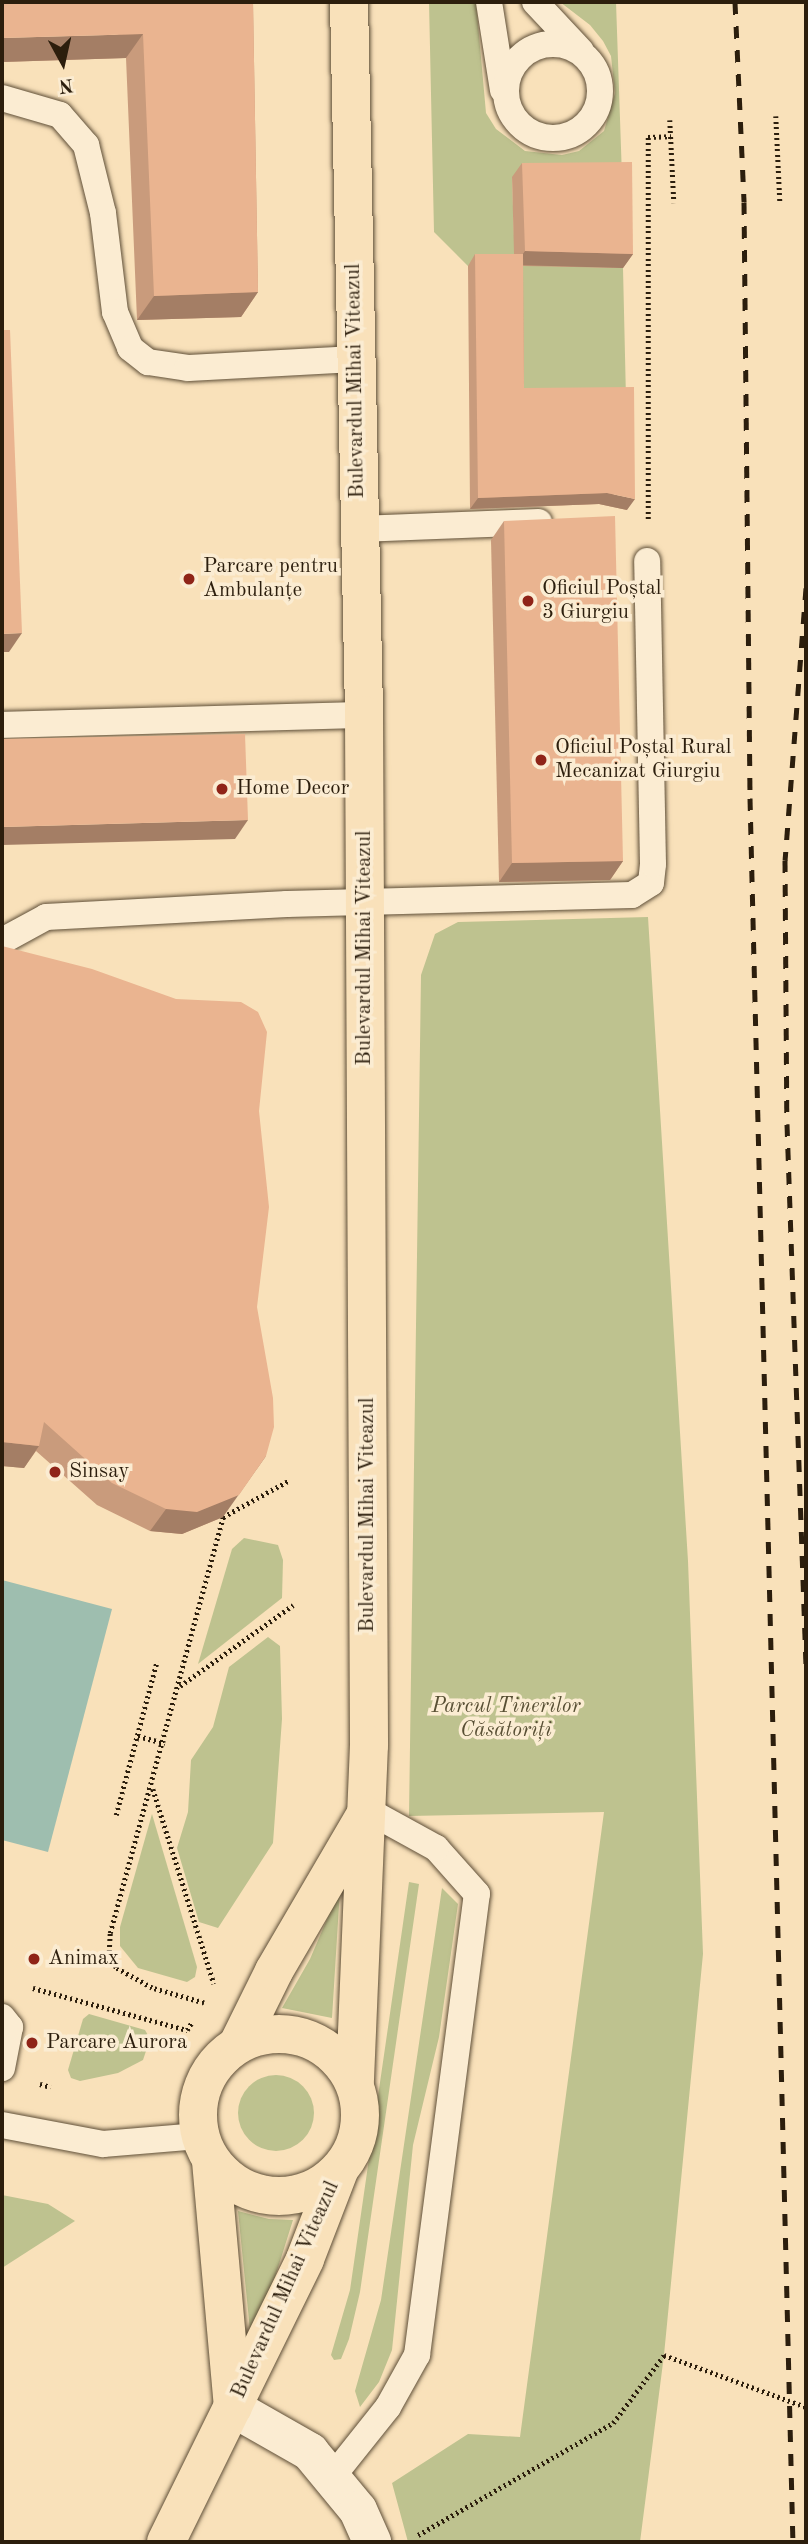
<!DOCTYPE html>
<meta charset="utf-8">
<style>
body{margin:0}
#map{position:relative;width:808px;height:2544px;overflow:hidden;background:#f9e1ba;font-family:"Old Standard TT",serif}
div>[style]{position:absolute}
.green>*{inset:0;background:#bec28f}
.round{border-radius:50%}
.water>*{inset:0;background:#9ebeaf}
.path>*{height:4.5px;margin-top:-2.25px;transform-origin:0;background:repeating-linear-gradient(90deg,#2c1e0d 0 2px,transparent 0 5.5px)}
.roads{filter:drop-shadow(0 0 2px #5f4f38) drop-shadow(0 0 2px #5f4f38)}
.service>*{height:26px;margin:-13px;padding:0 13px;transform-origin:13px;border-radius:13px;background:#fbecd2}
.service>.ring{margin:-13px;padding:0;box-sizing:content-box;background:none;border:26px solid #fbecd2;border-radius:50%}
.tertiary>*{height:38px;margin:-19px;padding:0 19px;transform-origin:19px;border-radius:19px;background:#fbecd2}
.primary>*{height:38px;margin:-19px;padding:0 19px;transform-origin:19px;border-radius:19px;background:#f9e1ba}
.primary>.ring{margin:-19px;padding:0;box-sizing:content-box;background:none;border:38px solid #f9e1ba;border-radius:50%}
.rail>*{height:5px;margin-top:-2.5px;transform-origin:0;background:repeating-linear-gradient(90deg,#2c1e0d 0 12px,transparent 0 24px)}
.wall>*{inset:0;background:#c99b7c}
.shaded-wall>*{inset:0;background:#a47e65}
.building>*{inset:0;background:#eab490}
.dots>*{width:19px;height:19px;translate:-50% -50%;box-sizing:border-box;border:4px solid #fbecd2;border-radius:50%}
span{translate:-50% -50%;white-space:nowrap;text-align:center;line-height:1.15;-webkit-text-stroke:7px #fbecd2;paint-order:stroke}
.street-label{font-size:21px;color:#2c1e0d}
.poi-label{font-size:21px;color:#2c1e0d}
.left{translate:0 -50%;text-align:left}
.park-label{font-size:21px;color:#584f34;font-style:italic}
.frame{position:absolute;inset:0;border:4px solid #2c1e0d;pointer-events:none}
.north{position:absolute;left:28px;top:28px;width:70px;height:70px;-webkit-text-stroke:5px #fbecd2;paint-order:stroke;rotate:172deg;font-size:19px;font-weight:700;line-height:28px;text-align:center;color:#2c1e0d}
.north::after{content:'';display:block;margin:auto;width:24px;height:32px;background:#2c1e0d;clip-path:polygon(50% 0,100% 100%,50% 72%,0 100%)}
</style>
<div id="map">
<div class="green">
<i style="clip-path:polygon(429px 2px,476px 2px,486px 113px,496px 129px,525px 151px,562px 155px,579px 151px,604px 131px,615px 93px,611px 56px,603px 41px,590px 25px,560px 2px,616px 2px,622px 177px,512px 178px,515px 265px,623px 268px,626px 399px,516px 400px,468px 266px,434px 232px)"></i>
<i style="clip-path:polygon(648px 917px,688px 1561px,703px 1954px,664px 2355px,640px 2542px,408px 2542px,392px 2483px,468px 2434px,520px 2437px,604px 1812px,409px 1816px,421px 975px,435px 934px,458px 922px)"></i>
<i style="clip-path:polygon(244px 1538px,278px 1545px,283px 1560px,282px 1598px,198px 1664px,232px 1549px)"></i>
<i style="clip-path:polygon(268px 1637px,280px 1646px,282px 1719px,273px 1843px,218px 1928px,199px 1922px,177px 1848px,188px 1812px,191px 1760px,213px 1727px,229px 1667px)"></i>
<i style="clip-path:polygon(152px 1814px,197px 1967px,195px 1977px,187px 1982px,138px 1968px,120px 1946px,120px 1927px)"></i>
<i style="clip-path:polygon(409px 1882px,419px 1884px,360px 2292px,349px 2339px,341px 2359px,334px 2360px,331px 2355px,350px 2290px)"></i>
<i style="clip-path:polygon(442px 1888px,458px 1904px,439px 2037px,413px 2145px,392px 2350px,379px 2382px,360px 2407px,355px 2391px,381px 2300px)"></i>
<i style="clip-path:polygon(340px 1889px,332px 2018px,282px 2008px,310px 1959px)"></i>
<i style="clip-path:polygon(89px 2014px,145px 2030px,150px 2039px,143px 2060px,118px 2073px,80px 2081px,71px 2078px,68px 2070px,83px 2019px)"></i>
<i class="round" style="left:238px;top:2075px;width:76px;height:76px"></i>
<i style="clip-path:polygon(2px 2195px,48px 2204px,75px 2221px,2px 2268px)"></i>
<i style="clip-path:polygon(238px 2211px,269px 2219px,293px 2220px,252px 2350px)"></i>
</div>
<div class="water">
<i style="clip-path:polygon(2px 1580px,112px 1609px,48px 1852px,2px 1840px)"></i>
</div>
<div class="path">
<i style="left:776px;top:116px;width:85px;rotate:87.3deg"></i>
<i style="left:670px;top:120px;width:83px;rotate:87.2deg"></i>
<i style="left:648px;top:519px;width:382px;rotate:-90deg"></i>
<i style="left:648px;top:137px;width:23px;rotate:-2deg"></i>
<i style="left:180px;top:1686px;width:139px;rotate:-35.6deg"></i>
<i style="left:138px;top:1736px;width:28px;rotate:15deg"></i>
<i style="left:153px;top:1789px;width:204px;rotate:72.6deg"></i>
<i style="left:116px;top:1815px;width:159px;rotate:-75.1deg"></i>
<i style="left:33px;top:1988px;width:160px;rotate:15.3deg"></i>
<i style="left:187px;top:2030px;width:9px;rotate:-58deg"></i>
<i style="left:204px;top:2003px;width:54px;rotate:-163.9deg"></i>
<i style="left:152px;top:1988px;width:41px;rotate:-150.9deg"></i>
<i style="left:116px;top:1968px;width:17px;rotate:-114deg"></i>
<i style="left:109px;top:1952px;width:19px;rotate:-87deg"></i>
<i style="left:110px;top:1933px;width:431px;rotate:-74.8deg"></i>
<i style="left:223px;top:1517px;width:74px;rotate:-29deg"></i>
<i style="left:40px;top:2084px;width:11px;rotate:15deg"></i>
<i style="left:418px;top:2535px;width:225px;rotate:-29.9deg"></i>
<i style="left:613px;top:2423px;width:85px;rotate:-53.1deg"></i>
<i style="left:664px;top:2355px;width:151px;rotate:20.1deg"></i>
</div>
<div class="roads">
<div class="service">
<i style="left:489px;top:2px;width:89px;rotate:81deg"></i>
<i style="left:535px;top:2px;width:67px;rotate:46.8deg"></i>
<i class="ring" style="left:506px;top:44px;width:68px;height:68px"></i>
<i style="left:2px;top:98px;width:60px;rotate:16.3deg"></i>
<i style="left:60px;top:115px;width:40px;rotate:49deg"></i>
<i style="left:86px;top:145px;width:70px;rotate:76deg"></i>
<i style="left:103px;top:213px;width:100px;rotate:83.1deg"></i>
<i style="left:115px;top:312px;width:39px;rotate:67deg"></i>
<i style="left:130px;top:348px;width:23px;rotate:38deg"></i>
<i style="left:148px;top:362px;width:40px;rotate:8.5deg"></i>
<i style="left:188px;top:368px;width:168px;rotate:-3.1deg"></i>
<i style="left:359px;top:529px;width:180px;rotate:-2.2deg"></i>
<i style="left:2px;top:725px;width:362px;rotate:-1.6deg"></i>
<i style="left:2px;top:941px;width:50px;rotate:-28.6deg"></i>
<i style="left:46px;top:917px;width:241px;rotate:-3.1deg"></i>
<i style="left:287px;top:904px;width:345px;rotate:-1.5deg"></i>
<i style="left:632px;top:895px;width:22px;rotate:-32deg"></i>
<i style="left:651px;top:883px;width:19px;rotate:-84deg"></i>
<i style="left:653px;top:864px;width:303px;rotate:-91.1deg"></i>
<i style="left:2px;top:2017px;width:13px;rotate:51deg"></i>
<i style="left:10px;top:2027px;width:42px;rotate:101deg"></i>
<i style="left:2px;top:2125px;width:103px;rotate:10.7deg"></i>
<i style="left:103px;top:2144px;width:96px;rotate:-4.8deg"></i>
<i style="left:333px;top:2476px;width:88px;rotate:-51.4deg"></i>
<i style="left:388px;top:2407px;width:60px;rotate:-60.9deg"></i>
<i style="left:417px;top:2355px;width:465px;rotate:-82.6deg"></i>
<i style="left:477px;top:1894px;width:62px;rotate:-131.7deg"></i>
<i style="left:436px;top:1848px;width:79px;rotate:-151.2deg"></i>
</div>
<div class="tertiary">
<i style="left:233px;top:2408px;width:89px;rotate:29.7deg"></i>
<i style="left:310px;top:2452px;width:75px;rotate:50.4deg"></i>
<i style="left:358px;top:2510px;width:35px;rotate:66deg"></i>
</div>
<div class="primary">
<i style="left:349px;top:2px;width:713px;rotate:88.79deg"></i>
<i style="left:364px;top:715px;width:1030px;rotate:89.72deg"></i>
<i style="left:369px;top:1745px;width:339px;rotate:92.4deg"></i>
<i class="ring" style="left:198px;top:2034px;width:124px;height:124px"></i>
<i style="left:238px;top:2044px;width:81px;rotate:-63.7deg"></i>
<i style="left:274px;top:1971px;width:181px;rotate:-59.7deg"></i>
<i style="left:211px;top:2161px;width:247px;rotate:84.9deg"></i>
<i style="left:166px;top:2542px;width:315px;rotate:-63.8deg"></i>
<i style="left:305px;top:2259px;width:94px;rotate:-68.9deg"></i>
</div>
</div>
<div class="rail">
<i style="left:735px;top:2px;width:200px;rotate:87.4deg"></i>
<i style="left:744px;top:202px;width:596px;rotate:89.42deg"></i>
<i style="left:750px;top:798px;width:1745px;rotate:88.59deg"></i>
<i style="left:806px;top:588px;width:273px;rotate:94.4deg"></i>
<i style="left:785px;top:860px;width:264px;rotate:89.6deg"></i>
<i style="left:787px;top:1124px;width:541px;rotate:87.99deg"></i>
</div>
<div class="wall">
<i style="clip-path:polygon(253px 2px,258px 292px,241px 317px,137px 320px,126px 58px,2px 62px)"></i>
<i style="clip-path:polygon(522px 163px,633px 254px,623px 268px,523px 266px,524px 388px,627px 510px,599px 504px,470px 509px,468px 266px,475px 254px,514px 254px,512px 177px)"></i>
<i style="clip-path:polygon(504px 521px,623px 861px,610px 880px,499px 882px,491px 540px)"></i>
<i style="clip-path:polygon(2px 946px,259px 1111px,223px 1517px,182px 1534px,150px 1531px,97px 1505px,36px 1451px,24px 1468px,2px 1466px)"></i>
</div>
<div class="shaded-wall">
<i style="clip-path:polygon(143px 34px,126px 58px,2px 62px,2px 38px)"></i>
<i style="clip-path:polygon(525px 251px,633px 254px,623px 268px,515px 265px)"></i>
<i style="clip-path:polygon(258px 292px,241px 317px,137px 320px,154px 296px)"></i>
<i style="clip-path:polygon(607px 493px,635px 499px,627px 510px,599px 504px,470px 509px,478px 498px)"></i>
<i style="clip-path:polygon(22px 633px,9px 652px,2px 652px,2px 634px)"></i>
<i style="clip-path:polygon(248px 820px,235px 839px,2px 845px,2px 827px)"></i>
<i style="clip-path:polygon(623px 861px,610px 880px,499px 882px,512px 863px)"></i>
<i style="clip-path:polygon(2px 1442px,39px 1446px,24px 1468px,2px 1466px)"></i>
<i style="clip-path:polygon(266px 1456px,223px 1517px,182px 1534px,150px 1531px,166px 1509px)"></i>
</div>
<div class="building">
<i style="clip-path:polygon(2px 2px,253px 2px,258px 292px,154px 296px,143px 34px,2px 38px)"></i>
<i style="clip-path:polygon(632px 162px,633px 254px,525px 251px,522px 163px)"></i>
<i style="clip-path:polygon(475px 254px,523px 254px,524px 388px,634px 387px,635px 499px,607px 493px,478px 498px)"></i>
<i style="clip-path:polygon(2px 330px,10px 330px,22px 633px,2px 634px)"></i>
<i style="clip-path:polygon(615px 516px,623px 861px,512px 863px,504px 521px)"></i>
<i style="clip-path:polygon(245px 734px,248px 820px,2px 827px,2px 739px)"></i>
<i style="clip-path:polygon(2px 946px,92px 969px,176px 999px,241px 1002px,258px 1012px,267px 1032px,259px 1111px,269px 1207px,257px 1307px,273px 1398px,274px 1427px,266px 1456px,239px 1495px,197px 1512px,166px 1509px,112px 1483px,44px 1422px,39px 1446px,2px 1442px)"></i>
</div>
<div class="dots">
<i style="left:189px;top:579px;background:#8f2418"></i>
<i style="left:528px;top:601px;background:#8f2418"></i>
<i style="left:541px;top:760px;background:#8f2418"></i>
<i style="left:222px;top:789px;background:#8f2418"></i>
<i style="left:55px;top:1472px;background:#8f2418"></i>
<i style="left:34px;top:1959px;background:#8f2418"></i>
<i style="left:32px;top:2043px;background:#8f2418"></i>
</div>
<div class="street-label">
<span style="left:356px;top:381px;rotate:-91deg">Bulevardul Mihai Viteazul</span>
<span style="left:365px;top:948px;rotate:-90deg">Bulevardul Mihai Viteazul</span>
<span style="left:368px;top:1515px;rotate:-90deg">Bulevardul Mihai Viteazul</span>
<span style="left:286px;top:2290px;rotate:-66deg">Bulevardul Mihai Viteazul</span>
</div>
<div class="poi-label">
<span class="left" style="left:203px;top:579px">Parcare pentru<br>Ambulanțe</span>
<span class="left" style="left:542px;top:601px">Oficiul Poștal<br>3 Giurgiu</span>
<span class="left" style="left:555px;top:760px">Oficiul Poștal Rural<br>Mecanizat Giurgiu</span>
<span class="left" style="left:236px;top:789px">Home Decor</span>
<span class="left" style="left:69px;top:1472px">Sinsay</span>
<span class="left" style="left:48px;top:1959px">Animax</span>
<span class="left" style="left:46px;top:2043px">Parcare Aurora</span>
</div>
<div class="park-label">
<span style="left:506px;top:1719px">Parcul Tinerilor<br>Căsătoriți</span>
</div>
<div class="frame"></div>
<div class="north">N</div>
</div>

--*--

_What you will do:_ Among the records above, find the lines that contain "roads" and copy every one.

_Solved problem:_
.roads{filter:drop-shadow(0 0 2px #5f4f38) drop-shadow(0 0 2px #5f4f38)}
<div class="roads">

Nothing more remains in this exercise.